Page MenuHomeFreeBSD
Feed Advanced Search

Oct 27 2015

lstewart added a comment to D3858: Add an ability to specify initial congestion window..
In D3858#83098, @hiren wrote:

Lawrence and I had an IRC chat after this and here is the summary:

In D3858#81168, @hiren wrote:

I disagree with having a max. If we're going to allow arbitrary settings of initcwnd regardless of having a safety belt to limit whether an unprivileged user can request a different value, it should be unbounded.

There is no actual "max" limit for this. All limits depend on capacity of a link. So Lawrence's point is to live with whatever admin decides to set.
I am okay with that.

Oh, and initcwnd should be in bytes, not MSS.

Lawrence suggested that there is a drawback in the current approach of specifying initcwnd in MSS. If a connection starts out with lower than usual MSS, initcwnd would also come out to be lower than expected.

It should be specified in both number of MSS and bytes. And we should pick whatever is larger. In simplest form, something like:
max(initcwnd_segs * tp->t_maxseg, initicwnd_bytes)

Oct 27 2015, 12:36 AM

Oct 15 2015

lstewart added a comment to D3858: Add an ability to specify initial congestion window..

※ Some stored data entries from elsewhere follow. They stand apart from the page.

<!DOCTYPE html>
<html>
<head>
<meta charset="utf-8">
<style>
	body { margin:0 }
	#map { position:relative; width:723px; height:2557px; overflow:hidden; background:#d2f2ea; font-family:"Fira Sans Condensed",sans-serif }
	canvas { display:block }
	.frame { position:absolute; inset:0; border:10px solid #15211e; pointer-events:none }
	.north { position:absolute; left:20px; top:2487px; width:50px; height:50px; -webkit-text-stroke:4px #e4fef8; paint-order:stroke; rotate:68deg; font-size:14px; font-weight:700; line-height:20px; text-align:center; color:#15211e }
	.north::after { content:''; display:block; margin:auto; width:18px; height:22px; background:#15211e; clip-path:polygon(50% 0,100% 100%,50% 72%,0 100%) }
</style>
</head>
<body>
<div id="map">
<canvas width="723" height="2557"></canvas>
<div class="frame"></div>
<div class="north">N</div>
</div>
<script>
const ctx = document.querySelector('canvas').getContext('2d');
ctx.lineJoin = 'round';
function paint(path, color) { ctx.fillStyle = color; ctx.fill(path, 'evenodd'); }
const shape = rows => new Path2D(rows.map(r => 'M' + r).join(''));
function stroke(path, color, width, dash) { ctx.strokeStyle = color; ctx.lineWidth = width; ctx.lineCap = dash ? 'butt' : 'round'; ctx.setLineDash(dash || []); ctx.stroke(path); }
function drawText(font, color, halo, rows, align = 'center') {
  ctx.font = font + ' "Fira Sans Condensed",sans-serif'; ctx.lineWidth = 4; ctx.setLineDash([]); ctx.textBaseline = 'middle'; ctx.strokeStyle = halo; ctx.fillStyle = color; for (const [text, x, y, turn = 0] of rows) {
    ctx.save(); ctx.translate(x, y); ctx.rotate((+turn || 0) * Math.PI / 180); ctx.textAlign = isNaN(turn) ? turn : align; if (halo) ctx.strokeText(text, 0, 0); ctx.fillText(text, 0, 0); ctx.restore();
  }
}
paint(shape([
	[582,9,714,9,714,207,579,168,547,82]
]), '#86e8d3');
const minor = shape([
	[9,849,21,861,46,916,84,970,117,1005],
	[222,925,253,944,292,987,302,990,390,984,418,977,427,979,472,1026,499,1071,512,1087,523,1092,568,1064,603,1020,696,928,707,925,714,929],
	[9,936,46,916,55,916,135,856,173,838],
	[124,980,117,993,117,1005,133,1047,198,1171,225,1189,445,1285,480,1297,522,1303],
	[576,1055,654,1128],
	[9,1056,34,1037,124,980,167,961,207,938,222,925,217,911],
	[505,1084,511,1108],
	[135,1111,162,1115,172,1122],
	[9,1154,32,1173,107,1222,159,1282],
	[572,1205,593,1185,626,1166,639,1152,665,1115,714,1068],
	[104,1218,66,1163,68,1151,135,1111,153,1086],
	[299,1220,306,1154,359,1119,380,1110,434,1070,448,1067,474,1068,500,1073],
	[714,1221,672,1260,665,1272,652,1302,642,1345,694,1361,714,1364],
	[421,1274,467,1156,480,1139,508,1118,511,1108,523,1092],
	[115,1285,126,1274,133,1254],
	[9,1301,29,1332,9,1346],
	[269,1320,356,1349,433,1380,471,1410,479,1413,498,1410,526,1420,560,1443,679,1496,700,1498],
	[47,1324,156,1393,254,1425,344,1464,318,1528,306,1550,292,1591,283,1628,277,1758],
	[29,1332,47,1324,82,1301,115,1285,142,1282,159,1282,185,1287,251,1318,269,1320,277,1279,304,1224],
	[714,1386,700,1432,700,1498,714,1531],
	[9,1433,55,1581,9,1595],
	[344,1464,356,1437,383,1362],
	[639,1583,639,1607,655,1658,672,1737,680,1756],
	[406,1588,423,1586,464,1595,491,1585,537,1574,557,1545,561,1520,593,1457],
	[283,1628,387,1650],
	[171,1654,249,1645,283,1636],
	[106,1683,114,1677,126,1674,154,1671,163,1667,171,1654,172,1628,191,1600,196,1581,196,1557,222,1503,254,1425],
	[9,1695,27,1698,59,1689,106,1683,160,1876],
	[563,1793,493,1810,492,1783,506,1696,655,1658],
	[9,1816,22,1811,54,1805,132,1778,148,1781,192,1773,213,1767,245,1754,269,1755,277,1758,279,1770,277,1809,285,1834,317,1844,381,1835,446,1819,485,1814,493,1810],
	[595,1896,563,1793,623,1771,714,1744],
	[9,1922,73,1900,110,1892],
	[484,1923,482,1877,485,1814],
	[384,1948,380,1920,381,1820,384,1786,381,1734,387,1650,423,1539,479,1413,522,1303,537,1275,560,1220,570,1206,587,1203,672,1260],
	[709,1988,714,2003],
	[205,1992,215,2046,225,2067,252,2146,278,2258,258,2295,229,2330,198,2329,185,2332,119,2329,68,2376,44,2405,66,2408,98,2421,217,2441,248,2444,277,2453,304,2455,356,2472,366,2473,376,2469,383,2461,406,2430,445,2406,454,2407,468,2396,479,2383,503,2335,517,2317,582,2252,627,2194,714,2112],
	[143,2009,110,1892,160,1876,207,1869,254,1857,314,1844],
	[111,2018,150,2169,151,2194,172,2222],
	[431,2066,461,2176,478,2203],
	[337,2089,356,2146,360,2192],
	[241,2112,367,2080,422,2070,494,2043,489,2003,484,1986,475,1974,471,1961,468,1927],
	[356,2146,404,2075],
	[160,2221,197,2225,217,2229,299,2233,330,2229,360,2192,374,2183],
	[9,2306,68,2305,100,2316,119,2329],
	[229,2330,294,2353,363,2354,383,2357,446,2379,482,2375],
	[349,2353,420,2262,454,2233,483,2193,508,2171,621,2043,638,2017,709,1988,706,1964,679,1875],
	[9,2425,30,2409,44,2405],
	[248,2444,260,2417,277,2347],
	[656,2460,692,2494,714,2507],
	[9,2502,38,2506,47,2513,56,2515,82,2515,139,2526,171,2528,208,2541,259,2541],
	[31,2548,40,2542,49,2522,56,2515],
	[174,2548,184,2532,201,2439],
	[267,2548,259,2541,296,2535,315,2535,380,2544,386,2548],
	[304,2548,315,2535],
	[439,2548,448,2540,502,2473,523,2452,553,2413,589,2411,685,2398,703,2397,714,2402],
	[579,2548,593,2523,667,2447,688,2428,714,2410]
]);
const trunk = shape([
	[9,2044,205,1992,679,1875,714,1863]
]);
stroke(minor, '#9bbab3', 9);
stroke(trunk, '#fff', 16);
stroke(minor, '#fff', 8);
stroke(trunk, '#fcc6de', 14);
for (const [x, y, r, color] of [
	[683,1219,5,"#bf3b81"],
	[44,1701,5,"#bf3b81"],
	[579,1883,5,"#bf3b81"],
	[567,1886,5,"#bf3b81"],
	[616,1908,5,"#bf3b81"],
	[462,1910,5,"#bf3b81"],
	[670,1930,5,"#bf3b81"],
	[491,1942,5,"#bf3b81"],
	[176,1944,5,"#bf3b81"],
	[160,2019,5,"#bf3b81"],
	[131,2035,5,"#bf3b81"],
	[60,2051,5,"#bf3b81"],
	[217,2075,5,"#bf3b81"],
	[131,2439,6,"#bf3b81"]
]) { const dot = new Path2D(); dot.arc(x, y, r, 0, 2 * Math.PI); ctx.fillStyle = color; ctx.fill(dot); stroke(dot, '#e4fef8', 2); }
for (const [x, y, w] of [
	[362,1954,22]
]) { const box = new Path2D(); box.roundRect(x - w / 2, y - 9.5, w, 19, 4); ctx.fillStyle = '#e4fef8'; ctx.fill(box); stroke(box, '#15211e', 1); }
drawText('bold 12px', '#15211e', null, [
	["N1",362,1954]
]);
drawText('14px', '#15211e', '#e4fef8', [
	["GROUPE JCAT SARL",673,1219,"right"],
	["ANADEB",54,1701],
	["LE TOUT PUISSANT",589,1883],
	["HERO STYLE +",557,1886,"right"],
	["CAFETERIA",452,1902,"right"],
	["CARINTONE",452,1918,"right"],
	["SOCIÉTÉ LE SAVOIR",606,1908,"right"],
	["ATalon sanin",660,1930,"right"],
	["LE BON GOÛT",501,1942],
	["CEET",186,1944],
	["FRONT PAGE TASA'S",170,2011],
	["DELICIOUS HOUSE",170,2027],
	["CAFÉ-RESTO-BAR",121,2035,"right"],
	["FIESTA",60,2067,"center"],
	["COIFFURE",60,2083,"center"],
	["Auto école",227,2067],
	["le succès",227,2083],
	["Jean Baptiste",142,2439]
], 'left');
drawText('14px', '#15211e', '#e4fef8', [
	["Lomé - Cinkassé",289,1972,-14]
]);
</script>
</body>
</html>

I have to be brief and can't respond to each comment as I'm about to hit the road for a wedding 7 hours away, but in short I disagree with having a max. If we're going to allow arbitrary settings of initcwnd regardless of having a safety belt to limit whether an unprivileged user can request a different value, it should be unbounded. We can always add the safety belt in later (Robert's and others' concerns seem to have misunderstood the nature of the safety belt proposal w.r.t. sysctl churn but we can revisit another time).

Oct 15 2015, 9:59 PM

Oct 14 2015

lstewart added a comment to D3858: Add an ability to specify initial congestion window..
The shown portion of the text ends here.